▸ What to produce
Find the word "Housesteads" in the listing below, then return every line it appears in.

▸ Given data
++++

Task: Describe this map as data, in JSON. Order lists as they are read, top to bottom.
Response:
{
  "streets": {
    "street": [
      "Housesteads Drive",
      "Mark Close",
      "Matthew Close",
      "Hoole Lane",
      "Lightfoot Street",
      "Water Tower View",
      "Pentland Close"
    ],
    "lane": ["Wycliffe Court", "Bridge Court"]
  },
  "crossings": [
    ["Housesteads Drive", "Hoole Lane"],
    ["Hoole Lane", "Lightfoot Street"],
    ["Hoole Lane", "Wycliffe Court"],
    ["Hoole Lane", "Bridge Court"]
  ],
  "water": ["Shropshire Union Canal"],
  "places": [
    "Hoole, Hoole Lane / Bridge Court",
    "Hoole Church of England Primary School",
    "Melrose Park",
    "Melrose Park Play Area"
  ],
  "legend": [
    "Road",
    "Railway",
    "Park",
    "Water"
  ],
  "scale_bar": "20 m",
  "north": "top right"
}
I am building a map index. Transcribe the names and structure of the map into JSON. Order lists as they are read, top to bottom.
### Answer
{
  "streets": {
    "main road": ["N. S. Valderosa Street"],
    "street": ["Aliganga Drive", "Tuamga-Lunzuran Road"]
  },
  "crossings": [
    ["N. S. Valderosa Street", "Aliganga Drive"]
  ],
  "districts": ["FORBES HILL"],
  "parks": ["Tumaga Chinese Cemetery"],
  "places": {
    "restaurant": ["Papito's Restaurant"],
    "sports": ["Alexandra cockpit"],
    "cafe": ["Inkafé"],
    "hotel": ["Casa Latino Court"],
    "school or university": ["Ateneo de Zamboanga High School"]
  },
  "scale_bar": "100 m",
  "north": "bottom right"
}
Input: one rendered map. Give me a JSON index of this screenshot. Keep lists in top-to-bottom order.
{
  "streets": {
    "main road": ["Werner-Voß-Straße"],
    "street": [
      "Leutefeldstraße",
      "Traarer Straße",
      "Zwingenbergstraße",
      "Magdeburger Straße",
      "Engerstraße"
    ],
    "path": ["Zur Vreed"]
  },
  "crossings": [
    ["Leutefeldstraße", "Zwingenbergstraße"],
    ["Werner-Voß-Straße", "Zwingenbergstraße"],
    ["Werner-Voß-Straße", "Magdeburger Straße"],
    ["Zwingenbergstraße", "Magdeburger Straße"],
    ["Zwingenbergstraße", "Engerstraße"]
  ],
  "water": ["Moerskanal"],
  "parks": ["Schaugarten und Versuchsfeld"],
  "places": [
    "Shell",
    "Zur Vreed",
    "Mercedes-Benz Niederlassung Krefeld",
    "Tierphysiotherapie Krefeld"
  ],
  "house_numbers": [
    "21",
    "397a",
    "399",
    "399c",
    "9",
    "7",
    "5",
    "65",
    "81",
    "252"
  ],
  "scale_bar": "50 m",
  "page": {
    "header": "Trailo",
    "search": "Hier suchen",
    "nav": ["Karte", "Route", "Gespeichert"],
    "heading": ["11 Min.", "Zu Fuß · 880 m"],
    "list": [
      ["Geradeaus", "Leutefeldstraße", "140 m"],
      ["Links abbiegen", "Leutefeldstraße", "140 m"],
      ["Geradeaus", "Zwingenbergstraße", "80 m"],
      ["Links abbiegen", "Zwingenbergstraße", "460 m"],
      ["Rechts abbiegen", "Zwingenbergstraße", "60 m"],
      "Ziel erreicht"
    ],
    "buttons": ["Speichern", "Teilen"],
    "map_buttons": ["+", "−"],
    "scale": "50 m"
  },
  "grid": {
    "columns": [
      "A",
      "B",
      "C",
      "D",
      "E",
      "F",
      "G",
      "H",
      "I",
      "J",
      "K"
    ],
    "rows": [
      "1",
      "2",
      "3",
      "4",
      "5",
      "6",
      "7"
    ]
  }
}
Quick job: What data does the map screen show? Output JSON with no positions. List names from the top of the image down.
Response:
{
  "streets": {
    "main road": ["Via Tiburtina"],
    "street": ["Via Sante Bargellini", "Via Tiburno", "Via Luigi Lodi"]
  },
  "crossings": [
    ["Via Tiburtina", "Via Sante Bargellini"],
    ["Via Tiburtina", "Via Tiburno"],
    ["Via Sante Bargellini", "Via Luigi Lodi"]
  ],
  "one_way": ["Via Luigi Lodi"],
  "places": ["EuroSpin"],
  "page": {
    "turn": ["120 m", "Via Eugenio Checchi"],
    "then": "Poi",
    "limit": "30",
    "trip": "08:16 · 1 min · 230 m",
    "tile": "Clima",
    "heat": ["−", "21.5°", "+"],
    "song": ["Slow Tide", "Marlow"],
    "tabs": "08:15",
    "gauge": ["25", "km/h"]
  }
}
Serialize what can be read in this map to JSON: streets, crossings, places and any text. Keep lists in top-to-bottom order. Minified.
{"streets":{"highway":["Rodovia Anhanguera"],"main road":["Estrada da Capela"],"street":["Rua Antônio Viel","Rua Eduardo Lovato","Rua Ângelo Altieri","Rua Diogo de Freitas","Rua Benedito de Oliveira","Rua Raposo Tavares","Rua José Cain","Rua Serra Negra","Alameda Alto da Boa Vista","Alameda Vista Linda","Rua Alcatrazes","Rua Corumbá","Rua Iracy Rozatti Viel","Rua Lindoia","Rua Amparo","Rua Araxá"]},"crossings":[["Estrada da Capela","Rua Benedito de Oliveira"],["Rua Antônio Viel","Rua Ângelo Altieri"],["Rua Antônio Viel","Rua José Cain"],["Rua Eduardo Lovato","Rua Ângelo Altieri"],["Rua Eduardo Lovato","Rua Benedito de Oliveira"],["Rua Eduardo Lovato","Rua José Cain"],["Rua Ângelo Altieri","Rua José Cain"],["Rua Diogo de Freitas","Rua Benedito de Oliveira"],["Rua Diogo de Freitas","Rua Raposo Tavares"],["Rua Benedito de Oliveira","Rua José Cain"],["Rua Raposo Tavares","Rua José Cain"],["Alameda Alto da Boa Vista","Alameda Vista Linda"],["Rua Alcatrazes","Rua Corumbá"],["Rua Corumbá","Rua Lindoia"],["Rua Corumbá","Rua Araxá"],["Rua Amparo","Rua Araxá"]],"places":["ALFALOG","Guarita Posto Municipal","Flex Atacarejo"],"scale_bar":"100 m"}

++++

▸ The answer
      "Housesteads Drive",
    ["Housesteads Drive", "Hoole Lane"],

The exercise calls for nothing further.